Exercise objective: For each line in the data below that has the word "setLineDash", copy that line.

** Given information follows **

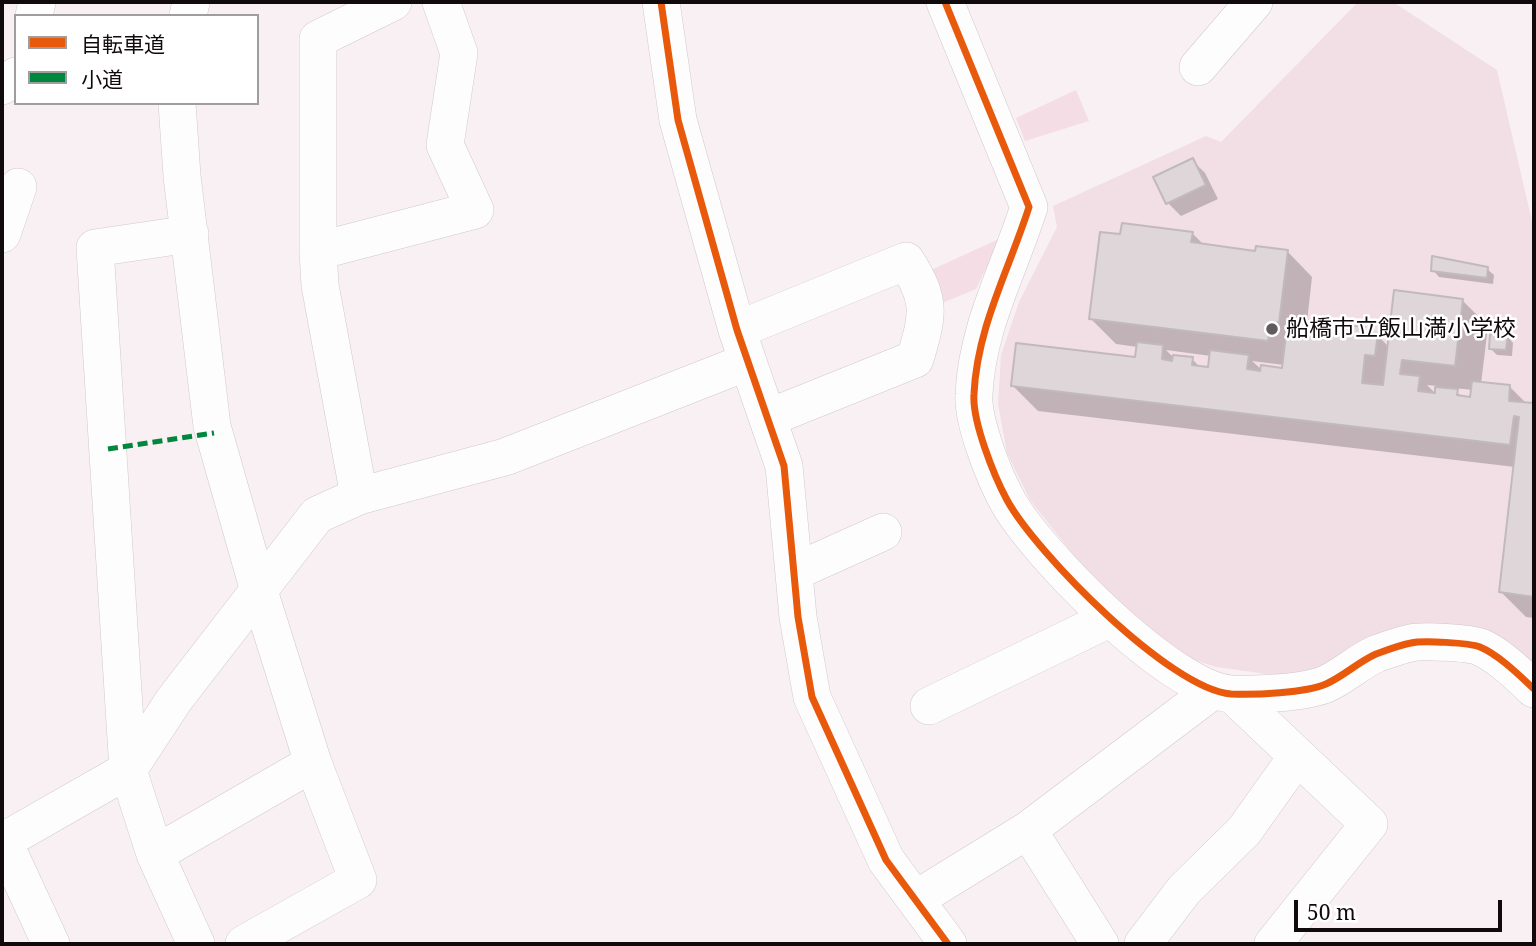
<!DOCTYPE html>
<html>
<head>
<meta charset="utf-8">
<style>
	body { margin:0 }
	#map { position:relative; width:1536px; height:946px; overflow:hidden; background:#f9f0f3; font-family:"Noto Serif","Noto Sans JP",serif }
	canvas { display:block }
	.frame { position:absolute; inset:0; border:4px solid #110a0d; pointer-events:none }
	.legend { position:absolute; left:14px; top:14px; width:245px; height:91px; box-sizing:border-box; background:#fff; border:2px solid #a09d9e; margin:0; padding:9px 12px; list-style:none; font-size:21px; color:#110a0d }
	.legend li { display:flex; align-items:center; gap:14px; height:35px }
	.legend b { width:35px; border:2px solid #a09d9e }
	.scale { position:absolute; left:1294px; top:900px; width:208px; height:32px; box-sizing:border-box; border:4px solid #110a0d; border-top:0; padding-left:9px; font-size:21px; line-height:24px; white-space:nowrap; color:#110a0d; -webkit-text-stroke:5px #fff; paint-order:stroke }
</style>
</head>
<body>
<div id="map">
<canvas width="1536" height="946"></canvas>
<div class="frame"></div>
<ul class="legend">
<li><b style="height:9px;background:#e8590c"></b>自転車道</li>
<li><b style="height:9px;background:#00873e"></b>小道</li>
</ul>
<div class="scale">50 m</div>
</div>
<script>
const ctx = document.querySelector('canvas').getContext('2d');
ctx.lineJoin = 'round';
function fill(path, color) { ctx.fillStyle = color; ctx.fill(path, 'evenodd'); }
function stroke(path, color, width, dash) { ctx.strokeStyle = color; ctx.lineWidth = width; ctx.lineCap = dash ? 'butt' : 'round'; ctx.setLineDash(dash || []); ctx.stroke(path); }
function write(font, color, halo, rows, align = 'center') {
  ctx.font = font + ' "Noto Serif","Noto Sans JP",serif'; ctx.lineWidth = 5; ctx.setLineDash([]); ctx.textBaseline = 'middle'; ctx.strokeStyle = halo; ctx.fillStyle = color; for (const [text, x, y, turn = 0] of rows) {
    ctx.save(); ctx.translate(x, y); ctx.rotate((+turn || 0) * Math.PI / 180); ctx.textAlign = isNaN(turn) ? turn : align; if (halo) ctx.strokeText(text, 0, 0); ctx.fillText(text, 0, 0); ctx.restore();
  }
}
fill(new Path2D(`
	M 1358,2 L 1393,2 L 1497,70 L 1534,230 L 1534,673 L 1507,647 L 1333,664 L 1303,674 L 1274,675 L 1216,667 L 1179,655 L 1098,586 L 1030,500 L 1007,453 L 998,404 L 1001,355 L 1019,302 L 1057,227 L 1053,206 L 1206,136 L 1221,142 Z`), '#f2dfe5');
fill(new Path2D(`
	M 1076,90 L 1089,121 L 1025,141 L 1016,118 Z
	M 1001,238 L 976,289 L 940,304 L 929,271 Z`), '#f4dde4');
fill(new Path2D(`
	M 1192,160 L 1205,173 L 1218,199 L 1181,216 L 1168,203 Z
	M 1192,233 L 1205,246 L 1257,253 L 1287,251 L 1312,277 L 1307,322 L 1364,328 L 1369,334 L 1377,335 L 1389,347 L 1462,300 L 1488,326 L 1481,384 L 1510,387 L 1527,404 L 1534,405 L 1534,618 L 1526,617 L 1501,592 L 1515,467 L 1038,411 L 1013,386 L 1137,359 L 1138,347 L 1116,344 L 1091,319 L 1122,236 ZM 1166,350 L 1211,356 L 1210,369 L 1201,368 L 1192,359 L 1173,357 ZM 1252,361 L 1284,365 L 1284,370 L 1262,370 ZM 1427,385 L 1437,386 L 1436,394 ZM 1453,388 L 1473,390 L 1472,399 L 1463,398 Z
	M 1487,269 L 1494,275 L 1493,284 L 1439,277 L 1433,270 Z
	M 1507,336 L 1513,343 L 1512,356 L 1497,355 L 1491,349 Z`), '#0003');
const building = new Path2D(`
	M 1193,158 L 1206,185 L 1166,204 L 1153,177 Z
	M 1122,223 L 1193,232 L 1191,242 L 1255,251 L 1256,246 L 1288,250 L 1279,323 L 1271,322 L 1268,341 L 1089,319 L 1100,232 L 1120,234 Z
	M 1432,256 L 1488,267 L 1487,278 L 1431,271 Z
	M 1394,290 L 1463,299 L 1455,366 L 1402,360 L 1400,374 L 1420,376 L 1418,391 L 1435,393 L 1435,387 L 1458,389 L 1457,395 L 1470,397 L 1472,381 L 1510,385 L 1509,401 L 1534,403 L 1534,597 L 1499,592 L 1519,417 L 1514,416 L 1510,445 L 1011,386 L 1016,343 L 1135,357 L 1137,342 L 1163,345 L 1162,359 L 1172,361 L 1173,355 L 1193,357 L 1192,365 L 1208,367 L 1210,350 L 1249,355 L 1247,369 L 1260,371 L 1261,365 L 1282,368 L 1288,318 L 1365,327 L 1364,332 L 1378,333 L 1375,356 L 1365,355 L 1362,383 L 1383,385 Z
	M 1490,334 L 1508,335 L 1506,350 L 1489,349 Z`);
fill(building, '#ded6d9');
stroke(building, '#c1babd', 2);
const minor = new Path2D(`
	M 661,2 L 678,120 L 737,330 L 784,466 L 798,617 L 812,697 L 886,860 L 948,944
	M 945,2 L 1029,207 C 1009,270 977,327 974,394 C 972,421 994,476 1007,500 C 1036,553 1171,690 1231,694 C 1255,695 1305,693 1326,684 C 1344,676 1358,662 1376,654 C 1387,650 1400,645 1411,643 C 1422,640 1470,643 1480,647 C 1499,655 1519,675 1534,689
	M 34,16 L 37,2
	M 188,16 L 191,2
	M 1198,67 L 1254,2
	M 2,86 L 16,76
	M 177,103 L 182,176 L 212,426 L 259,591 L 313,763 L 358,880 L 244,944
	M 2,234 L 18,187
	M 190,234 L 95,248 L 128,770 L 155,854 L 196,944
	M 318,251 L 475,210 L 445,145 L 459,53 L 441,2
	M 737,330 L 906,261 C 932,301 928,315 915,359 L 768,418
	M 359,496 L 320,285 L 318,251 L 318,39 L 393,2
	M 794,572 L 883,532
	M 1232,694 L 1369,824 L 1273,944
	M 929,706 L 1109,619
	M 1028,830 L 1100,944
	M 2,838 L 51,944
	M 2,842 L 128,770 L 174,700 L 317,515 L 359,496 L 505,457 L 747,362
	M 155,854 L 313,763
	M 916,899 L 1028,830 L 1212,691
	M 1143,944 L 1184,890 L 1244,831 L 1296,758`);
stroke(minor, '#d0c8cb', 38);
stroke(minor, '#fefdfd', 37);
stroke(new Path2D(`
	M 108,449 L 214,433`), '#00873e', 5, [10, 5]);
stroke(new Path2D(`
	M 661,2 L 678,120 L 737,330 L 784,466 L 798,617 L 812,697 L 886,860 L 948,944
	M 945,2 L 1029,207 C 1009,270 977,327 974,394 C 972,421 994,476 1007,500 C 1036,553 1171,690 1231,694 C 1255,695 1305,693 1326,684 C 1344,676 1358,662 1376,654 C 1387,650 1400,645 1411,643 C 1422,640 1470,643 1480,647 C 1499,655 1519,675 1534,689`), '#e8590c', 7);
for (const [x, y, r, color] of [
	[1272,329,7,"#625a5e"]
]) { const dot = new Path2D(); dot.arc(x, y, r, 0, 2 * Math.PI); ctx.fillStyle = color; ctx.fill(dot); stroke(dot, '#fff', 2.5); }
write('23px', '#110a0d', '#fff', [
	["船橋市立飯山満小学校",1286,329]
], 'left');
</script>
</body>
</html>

** End of Given information **
** Given information follows **

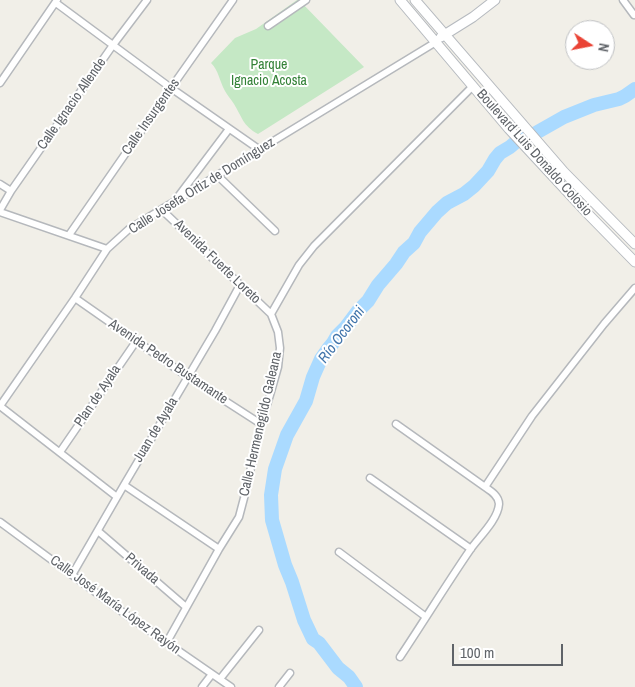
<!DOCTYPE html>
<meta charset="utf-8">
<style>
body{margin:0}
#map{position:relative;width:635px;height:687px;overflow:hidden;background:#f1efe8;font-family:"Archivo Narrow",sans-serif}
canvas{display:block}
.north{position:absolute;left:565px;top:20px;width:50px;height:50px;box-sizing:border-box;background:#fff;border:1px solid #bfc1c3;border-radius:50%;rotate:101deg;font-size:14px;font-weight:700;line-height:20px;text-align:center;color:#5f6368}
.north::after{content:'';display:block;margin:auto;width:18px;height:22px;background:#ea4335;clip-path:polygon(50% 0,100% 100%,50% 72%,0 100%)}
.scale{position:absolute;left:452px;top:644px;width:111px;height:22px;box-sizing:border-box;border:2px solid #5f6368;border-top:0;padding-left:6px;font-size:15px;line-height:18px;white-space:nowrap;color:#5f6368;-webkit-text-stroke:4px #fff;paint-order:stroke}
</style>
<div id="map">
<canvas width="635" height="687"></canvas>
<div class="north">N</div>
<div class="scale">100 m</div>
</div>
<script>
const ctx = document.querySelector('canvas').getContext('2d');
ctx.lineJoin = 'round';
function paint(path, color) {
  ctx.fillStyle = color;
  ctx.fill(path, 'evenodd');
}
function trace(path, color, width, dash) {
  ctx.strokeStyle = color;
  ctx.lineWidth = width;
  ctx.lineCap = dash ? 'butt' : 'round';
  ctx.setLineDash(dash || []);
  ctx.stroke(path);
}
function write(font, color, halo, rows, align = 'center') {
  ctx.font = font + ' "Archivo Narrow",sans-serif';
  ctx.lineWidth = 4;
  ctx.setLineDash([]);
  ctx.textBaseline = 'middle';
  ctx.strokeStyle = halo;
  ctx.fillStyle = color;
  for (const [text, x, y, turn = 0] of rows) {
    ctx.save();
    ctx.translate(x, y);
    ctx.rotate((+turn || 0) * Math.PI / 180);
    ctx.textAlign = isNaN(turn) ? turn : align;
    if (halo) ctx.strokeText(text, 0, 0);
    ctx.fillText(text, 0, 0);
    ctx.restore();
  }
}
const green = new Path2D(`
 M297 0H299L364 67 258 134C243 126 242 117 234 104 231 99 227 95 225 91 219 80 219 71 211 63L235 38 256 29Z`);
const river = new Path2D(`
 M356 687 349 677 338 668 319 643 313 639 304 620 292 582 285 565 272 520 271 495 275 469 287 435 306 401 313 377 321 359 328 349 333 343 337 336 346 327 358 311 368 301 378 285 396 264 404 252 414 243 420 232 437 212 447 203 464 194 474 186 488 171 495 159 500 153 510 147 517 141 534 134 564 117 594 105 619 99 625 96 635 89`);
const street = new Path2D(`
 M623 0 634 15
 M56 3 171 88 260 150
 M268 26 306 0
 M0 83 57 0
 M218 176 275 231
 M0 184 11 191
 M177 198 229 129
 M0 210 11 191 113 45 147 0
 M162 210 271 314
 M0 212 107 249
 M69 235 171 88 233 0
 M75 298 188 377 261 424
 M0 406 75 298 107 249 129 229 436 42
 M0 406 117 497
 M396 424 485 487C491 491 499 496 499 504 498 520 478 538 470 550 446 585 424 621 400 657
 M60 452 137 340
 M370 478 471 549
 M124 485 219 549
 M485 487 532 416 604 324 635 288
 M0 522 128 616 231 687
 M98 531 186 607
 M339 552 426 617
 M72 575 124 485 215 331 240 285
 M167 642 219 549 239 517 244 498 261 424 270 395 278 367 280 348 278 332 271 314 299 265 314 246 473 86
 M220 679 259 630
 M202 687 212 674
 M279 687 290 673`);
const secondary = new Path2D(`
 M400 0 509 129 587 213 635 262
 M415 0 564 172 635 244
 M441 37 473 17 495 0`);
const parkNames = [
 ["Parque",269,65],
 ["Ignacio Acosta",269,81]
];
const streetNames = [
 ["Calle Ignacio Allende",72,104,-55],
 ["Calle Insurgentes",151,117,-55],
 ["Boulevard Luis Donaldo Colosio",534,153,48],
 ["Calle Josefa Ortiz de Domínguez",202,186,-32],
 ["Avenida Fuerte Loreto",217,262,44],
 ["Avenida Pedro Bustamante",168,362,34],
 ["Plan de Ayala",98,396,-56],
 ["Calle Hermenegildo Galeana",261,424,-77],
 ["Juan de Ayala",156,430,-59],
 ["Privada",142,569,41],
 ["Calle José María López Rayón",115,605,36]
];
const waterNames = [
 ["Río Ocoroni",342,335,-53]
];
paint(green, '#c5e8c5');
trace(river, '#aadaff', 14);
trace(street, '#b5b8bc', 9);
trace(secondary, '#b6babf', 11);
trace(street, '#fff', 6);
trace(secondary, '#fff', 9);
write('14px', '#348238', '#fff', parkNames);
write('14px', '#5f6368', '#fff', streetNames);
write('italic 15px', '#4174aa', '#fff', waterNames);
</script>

** End of Given information **

Solution for this problem:
function stroke(path, color, width, dash) { ctx.strokeStyle = color; ctx.lineWidth = width; ctx.lineCap = dash ? 'butt' : 'round'; ctx.setLineDash(dash || []); ctx.stroke(path); }
  ctx.font = font + ' "Noto Serif","Noto Sans JP",serif'; ctx.lineWidth = 5; ctx.setLineDash([]); ctx.textBaseline = 'middle'; ctx.strokeStyle = halo; ctx.fillStyle = color; for (const [text, x, y, turn = 0] of rows) {
  ctx.setLineDash(dash || []);
  ctx.setLineDash([]);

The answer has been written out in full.